■ **Task goal**
Return only those lines of the material that contain "left".

■ **Source data**
=== Section Start ===
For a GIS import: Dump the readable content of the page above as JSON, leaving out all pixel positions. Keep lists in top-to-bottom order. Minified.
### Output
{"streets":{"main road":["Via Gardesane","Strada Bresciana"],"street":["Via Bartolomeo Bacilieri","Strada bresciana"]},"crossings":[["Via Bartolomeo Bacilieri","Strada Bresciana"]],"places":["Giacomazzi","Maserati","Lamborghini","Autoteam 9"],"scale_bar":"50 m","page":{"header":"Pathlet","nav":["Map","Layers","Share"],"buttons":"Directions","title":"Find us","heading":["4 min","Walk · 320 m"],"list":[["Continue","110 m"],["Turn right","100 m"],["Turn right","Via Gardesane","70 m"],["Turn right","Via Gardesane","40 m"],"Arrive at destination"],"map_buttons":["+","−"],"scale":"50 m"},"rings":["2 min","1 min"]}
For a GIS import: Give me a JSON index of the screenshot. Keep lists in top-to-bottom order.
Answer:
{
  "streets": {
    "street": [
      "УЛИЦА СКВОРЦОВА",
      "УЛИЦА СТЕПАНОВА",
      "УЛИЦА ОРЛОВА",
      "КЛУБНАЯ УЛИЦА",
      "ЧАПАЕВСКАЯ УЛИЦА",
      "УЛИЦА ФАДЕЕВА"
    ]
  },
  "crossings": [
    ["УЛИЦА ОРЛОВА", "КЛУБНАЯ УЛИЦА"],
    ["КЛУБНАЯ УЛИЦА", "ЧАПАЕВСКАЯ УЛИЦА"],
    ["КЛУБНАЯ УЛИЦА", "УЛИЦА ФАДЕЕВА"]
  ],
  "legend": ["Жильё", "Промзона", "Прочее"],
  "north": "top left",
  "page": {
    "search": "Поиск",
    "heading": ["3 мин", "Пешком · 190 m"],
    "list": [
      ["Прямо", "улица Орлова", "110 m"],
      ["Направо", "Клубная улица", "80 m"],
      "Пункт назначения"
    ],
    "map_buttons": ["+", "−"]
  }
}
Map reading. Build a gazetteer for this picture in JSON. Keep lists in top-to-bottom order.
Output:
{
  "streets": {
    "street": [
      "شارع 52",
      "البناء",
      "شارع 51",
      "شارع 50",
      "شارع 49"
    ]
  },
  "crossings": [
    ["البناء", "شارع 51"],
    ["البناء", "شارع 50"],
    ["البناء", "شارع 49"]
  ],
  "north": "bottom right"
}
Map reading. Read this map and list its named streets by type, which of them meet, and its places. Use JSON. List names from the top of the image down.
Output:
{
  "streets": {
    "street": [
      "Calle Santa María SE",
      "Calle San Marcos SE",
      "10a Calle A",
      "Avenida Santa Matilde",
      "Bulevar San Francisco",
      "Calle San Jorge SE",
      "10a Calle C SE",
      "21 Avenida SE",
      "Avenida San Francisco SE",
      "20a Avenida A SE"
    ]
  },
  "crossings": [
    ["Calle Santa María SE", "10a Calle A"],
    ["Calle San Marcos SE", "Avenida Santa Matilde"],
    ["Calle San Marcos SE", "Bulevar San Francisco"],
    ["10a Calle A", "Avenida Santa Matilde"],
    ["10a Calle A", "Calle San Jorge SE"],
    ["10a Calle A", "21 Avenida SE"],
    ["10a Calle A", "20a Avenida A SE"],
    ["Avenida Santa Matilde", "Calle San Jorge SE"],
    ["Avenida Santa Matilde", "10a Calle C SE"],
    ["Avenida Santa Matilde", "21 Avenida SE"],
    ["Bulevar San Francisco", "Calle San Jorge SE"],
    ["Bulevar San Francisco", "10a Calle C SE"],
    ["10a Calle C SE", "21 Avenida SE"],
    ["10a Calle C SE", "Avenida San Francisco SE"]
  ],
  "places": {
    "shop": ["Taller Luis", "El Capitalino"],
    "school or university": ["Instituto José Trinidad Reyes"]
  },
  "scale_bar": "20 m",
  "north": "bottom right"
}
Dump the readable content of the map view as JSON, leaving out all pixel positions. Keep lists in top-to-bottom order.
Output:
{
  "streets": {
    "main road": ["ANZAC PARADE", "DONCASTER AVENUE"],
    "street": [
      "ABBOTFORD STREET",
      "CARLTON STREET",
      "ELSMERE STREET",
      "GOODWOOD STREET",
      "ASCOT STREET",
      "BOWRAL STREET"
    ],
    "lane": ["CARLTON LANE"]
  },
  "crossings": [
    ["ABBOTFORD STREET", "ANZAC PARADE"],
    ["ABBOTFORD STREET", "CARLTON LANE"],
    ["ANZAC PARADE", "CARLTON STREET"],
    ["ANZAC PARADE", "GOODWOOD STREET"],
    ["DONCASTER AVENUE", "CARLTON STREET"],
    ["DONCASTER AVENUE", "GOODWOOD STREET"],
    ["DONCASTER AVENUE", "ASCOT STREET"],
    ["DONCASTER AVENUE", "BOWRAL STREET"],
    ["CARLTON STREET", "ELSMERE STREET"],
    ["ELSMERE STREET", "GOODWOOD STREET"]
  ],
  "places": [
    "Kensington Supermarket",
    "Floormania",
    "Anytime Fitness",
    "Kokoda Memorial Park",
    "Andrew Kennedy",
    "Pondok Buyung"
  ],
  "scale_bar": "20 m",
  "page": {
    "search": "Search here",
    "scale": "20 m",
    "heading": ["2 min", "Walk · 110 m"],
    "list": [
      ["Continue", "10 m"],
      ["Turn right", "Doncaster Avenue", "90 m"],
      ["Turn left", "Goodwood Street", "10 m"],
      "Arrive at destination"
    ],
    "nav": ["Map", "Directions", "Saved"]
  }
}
=== Section End ===
■ **Answer for the task**
  "north": "top left",
      ["Turn left", "Goodwood Street", "10 m"],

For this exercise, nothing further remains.